Posts Tagged ‘ RG-59 coaxial cable’



Wireless Security Camera with DVR Recorder

Written By:
Tuesday, October 5th, 2010

One of the most popular security devices being used today is the wireless security camera with DVR recorder (Digital Video Recorder).Since the camera is wireless, this means no cables are needed to connect the camera with the recorder, making installation quick and easy. In addition to the wireless feature, a wireless security camera with DVR recorder system has plenty of optional features that make this an incredibly versatile system that can be used for almost any application.

A wireless security camera with DVR recorder is often the choice for do-it-yourself security and surveillance systems because of the ease of installation. Normally, a digital video camera requires to wire hookups. The first is a video transmission cable, usually RG-59 coaxial cable, that must be installed from each individual camera to the DVR. The second wire hookup is a low-voltage DC power supply wire which comes from either a power distribution center box or a plug-in transformer.

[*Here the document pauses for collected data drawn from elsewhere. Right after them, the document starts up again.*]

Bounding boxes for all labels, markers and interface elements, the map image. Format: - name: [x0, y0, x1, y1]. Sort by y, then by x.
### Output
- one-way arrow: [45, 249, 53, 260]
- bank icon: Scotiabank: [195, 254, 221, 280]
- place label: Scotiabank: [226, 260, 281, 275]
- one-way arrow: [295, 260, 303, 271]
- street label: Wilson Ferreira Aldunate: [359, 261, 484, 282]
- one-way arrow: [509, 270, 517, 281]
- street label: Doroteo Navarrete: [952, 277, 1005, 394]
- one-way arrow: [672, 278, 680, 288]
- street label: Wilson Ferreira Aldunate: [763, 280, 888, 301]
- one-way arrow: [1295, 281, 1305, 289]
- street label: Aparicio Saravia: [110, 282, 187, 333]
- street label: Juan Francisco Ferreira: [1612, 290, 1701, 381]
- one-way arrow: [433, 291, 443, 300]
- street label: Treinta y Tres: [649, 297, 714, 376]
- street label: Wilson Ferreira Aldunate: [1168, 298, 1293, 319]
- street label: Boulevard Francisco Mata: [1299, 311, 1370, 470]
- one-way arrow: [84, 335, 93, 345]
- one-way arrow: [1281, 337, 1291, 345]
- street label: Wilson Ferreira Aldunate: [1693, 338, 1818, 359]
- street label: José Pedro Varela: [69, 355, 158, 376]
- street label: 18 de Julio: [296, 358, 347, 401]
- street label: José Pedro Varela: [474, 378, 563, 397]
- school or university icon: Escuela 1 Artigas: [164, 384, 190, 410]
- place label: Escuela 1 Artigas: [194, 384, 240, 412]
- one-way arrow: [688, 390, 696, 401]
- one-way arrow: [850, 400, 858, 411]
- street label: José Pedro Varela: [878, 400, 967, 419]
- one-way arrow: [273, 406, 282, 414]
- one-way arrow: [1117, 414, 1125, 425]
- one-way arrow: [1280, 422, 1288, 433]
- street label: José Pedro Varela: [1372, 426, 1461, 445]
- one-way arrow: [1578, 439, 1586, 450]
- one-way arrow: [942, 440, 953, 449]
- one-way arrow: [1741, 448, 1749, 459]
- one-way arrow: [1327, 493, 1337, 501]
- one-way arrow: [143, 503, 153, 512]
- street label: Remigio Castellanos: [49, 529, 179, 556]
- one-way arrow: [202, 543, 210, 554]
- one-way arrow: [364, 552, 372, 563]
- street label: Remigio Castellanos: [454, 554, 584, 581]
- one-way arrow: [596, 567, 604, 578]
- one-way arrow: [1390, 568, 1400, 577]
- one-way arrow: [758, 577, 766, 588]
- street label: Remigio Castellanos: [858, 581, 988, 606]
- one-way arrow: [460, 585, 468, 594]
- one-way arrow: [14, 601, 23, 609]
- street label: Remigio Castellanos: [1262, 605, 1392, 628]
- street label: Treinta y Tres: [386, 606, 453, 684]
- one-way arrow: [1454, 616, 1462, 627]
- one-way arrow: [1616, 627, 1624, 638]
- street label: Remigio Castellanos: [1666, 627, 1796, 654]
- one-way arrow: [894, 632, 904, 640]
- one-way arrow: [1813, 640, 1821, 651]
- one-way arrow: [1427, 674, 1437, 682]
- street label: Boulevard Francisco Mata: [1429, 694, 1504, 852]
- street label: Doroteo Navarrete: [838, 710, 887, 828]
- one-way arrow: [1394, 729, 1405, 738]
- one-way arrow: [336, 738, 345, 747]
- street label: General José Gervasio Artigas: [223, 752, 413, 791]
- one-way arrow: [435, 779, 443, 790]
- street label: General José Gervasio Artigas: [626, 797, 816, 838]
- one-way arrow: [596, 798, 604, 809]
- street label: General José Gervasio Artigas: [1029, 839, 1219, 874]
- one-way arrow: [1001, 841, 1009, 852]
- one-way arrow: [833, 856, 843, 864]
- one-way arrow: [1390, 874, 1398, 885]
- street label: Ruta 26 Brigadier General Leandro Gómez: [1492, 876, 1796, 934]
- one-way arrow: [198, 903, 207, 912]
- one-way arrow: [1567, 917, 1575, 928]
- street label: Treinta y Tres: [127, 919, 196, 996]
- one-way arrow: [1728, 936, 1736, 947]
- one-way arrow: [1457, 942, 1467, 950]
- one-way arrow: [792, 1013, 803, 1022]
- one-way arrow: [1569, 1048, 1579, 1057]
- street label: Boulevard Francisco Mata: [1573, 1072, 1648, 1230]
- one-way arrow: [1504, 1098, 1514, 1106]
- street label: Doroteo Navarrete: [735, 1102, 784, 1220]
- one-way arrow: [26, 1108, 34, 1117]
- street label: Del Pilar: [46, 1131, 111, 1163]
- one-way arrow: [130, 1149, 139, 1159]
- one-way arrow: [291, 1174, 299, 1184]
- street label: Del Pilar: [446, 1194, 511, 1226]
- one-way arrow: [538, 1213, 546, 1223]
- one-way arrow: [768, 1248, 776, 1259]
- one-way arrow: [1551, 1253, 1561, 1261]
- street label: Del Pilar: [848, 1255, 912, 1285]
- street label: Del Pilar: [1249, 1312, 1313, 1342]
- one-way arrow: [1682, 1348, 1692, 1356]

If you are planning on installing the system yourself (and many customers do) running the RG-59 coaxial cable can sometimes be an overwhelming task. Installing the cable requires the proper tools and accessories that average homeowners may not own. For example, holes may need to be drilled through walls and average size drill bits aren’t long enough to accomplish this task. However, specialized extended length bits make this task a snap. Wall clamps and mounting hardware may be needed as well.

Although the RG-59 coaxial cable is relatively small, some home and business owners alike may find the appearance of this cable objectionable. It requires some experience and construction know-how to install this cable neatly, safely, and in such a way that it is hidden.

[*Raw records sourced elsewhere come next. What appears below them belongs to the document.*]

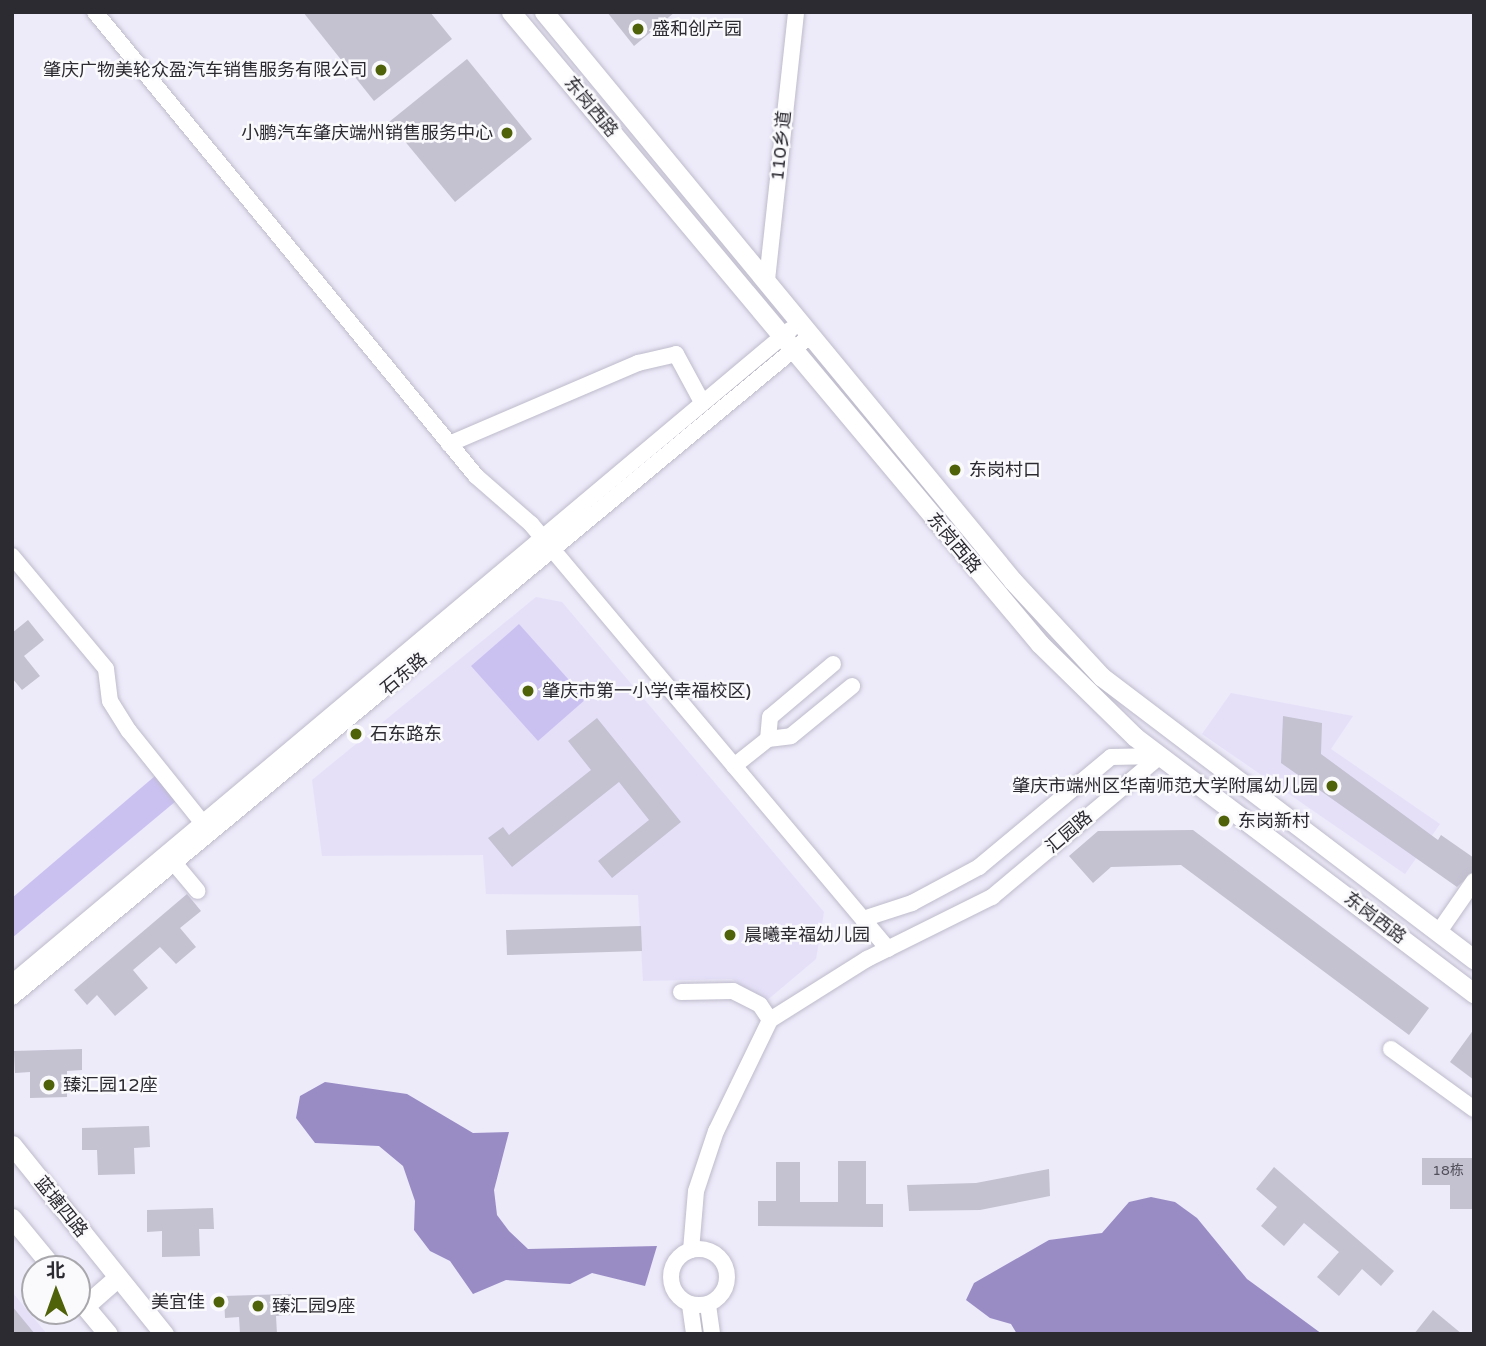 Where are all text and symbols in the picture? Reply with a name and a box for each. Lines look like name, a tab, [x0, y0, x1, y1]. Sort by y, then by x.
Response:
place label: 盛和创产园	[652, 18, 742, 40]
marker: 盛和创产园	[630, 21, 646, 37]
place label: 肇庆广物美轮众盈汽车销售服务有限公司	[43, 59, 367, 81]
marker: 肇庆广物美轮众盈汽车销售服务有限公司	[373, 62, 389, 78]
street label: 东岗西路	[560, 72, 622, 142]
street label: 110乡道	[767, 110, 795, 182]
place label: 小鹏汽车肇庆端州销售服务中心	[241, 122, 493, 144]
marker: 小鹏汽车肇庆端州销售服务中心	[499, 125, 515, 141]
place label: 东岗村口	[969, 459, 1041, 481]
marker: 东岗村口	[947, 462, 963, 478]
street label: 东岗西路	[923, 508, 985, 578]
street label: 石东路	[376, 648, 432, 700]
place label: 肇庆市第一小学(幸福校区)	[542, 680, 751, 702]
marker: 肇庆市第一小学(幸福校区)	[520, 683, 536, 699]
place label: 石东路东	[370, 723, 442, 745]
marker: 石东路东	[348, 726, 364, 742]
place label: 肇庆市端州区华南师范大学附属幼儿园	[1012, 775, 1318, 797]
marker: 肇庆市端州区华南师范大学附属幼儿园	[1324, 778, 1340, 794]
street label: 汇园路	[1041, 806, 1097, 858]
place label: 东岗新村	[1238, 810, 1310, 832]
marker: 东岗新村	[1216, 813, 1232, 829]
street label: 东岗西路	[1340, 888, 1410, 948]
place label: 晨曦幸福幼儿园	[744, 924, 870, 946]
marker: 晨曦幸福幼儿园	[722, 927, 738, 943]
place label: 臻汇园12座	[63, 1074, 158, 1096]
marker: 臻汇园12座	[41, 1077, 57, 1093]
house number: 18栋	[1432, 1163, 1464, 1179]
street label: 蓝塘四路	[30, 1172, 92, 1242]
north arrow	[21, 1255, 91, 1325]
text: 北	[46, 1260, 65, 1282]
place label: 美宜佳	[151, 1291, 205, 1313]
marker: 美宜佳	[211, 1294, 227, 1310]
place label: 臻汇园9座	[272, 1295, 355, 1317]
marker: 臻汇园9座	[250, 1298, 266, 1314] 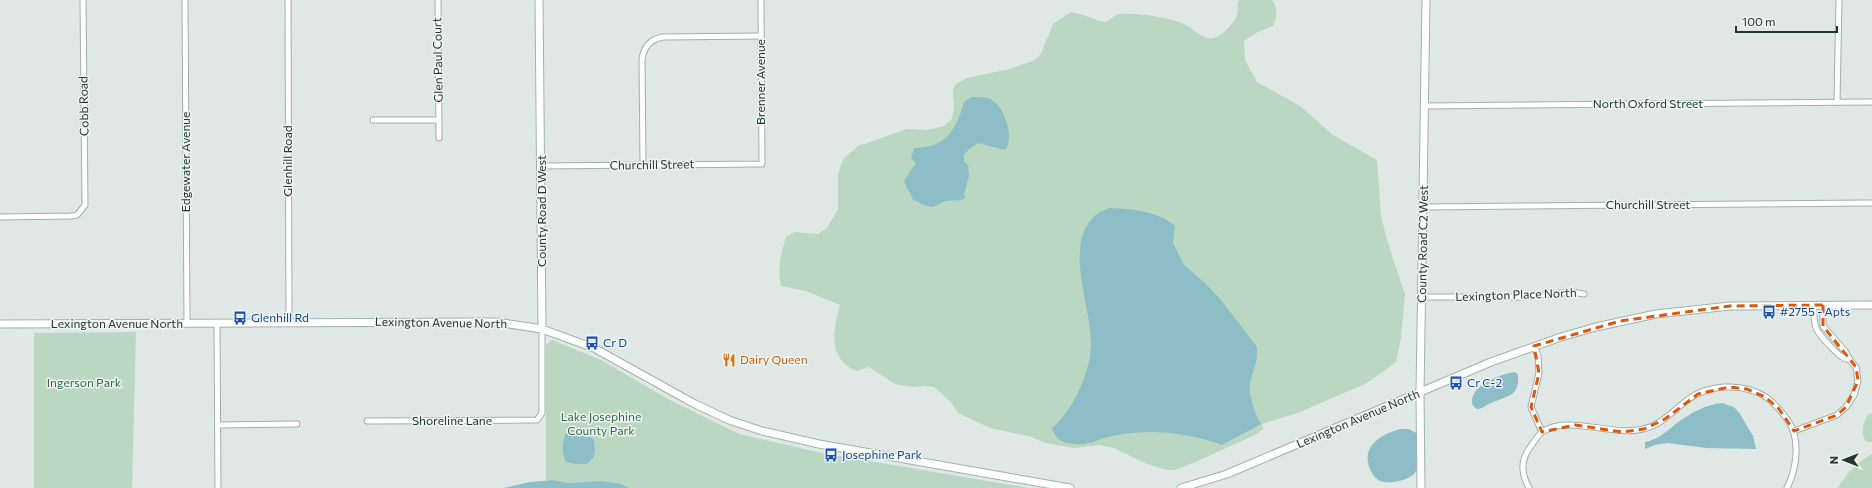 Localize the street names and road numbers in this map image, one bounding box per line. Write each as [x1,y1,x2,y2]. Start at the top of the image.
street label: Glen Paul Court [429,17,445,103]
street label: Brenner Avenue [753,39,767,125]
street label: Cobb Road [75,76,91,136]
street label: North Oxford Street [1593,96,1703,110]
street label: Edgewater Avenue [178,112,192,212]
street label: Glenhill Road [280,125,294,197]
street label: County Road D West [534,155,548,267]
street label: Churchill Street [610,156,694,172]
street label: County Road C2 West [1414,185,1430,303]
street label: Churchill Street [1606,197,1690,211]
street label: Lexington Place North [1455,285,1577,303]
street label: Lexington Avenue North [375,314,507,330]
street label: Lexington Avenue North [51,316,183,330]
street label: Lexington Avenue North [1294,386,1421,450]
street label: Shoreline Lane [412,413,492,427]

The same situations may also apply to the power supply wire although this wire is much smaller than the RG-59 coaxial cable. The power supply wire may be placed in the same run as the coaxial cable if a power distribution center box is used. If a plug-in transformer is used the run of the wire is often much shorter than that of the coaxial cable as the closest outlet is often used.

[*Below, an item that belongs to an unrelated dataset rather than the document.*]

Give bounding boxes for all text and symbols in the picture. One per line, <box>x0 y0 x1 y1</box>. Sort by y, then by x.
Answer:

Nonetheless, the wireless security camera with DVR recorder is a much easier installation. First, there is no RG-59 coaxial cable that needs to be run from the camera to the DVR. Second, often times these cameras come with rechargeable batteries eliminating the power supply wire. The installation of a wireless camera with rechargeable batteries for a power supply is basically just attaching the camera mount to the surface where the camera will be placed.

A wireless security camera with DVR recorder sends its video data via radio waves instead of a coaxial transmission cable. The camera contains a built-in transmitter and antenna that sends the video data via radio waves to a corresponding receiver. The receiver converts the signals back into electronic data and sends it to the nearby DVR via a connection cable. There are many different types of signal architectures but probably the most common is the 2.4 or 5.8 GHz band technology. This is the same technology used for land-line based wireless telephones.

Wireless receivers are able to handle inputs from more than one camera at a time. In fact there are several variations on the number of camera inputs but the most common are 1, 4, or 8. If the security system requires more cameras than what the receiver can provide, additional receivers can be used provided they have different frequencies available for each additional camera and the DVR is designed for the number of cameras used. (Systems requiring a number of camera inputs greater than the capacity of the DVR simply use additional DVRs.)

Wireless transmission technology is based on Line of Sight or LOS. This means that the specified range of the wireless camera is based on a situation where the camera antenna has a direct Line Of Sight to the receiver’s antenna. In other words, this maximum distance is based on no objects impeding the LOS between the two. If an object does exist between the two it doesn’t necessarily mean that the camera and receiver won’t work. In fact, usually the object just reduces the range. The amount of the reduction is based on the type of object or material that impedes the LOS (such as a window, wall, trees, etc.).

So if you are looking for an easy do-it-yourself installation but versatile in application system, a wireless security camera with DVR recorder is the perfect solution for you.